Saved entries:
+-------+
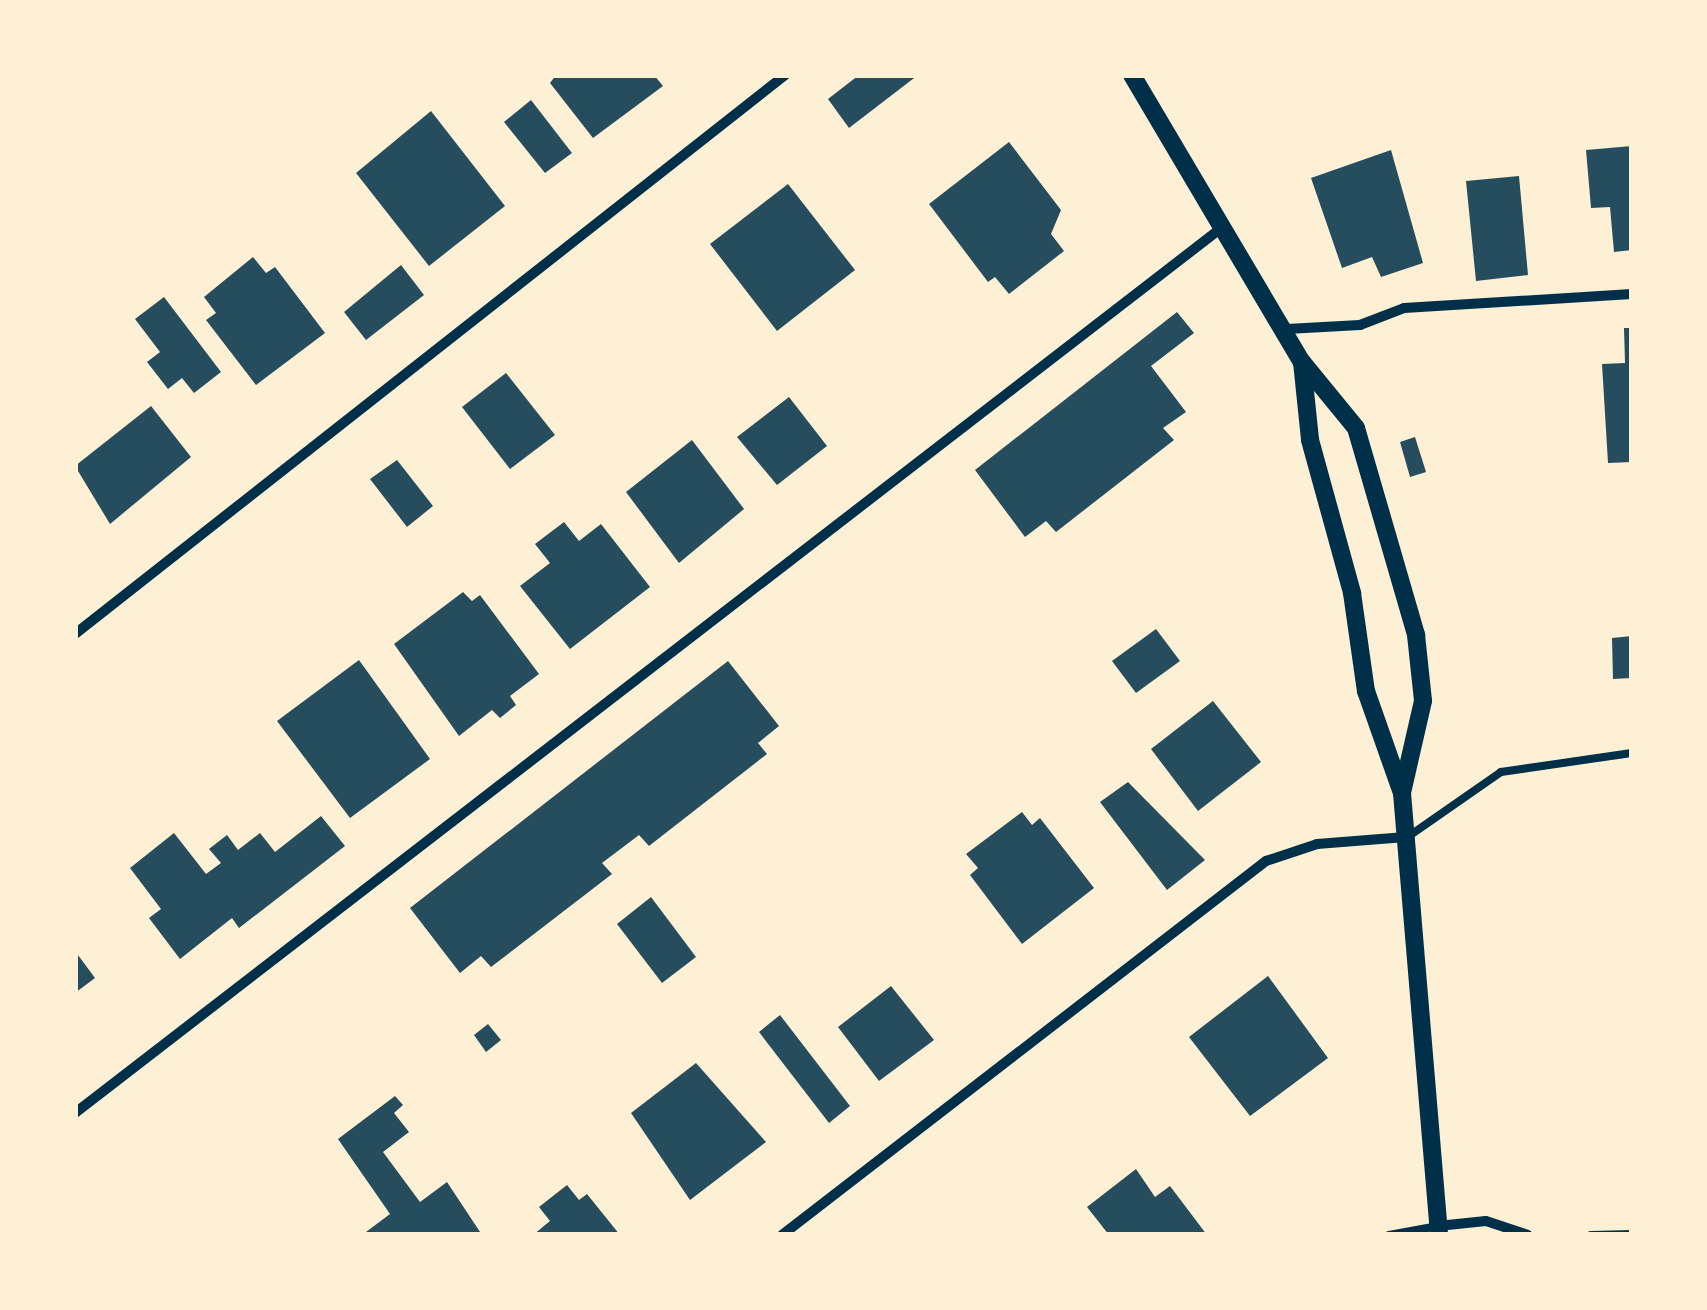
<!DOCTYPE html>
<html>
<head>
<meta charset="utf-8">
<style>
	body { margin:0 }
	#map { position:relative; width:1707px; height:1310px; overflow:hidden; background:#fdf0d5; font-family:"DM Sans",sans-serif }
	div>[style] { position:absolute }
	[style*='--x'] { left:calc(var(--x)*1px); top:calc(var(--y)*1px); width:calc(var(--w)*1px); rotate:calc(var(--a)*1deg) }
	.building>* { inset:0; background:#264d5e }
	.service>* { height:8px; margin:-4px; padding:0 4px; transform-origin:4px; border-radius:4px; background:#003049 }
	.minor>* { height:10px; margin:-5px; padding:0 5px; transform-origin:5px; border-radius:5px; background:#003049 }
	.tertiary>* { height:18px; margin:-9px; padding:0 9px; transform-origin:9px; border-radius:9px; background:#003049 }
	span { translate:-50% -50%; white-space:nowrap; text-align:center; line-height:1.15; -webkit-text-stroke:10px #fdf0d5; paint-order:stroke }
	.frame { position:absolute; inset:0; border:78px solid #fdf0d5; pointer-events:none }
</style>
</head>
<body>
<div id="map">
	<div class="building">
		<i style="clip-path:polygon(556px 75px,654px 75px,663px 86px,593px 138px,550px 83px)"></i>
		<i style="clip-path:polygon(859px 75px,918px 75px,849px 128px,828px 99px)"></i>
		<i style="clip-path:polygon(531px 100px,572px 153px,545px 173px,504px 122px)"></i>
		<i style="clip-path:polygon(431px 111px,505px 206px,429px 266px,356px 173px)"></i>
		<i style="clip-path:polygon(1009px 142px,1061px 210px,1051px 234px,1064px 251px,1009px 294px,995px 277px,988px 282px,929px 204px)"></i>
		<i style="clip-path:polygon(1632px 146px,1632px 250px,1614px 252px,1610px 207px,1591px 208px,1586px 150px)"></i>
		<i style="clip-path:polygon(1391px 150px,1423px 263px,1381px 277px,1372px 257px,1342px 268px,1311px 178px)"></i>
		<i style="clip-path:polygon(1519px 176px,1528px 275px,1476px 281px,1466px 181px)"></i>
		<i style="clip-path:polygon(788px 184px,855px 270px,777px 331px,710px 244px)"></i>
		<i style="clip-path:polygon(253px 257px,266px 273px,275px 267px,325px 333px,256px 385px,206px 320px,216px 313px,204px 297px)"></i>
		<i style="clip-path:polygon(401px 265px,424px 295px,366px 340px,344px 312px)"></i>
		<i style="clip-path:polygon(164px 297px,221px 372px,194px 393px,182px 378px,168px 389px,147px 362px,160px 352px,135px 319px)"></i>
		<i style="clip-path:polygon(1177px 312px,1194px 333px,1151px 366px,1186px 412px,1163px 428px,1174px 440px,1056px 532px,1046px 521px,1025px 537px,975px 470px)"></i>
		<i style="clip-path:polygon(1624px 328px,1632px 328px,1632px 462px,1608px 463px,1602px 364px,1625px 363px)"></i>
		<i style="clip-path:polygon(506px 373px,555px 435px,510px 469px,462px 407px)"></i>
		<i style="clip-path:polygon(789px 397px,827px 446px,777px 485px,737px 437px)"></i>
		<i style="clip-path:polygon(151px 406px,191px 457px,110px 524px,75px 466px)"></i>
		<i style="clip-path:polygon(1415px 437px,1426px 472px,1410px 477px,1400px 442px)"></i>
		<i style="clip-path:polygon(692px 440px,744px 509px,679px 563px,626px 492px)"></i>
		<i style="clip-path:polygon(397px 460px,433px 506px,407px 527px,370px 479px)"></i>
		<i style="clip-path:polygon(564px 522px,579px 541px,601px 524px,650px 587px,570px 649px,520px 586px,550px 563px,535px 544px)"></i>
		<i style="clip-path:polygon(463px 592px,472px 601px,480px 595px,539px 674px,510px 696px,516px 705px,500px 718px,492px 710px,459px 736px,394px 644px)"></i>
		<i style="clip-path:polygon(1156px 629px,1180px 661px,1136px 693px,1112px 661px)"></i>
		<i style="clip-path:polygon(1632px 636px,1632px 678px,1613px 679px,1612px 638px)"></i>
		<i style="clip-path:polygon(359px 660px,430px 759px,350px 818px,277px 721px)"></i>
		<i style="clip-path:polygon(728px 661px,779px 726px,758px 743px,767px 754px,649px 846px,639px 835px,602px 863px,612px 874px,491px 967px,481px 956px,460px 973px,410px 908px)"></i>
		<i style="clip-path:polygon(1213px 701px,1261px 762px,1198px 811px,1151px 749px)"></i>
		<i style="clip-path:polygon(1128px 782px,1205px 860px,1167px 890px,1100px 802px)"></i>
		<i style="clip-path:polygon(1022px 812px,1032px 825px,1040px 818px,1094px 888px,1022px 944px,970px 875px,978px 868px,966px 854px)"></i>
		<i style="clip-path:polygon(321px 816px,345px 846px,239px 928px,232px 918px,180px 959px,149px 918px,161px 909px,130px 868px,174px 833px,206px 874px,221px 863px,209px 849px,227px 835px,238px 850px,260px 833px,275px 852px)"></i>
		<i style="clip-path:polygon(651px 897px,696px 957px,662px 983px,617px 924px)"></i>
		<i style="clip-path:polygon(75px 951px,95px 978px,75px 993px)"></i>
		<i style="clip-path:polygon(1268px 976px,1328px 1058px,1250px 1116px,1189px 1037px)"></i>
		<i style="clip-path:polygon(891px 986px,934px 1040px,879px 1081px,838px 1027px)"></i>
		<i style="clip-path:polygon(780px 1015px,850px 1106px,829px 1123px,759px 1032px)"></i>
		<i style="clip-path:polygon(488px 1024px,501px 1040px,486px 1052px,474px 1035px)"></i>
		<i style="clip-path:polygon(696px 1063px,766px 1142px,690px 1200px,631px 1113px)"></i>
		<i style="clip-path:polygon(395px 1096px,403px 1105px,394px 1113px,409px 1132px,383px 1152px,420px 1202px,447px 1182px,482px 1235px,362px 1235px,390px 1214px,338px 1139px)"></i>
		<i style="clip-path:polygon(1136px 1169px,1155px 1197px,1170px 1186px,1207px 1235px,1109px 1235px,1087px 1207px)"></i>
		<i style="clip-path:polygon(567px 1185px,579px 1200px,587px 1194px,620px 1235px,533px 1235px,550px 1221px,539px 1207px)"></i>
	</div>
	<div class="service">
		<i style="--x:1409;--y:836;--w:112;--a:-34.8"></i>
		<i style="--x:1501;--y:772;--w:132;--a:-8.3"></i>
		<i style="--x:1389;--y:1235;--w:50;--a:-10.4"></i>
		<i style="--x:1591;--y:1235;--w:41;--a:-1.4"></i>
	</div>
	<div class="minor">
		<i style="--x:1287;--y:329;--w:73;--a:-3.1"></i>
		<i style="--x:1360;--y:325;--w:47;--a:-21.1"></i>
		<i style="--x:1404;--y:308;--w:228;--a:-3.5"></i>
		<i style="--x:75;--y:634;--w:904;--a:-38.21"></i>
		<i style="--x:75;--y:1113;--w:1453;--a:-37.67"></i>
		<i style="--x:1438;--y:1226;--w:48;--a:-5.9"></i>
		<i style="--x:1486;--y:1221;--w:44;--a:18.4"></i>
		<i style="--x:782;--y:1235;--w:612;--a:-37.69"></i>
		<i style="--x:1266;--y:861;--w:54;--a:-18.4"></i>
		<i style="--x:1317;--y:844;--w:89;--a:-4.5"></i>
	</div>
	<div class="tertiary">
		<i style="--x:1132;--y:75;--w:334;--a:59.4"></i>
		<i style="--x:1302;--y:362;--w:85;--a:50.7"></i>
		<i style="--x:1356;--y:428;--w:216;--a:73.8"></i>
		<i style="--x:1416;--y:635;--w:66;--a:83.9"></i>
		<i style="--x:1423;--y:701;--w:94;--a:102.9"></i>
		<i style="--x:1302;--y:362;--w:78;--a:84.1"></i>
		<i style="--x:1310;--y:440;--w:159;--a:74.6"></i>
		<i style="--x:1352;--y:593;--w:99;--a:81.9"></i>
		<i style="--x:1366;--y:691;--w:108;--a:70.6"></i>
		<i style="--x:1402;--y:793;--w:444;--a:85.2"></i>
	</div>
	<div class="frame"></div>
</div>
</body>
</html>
+-------+
Action item: Work through the data and report how many of its lines hold the word "width", giving only the figure.

Output below: 2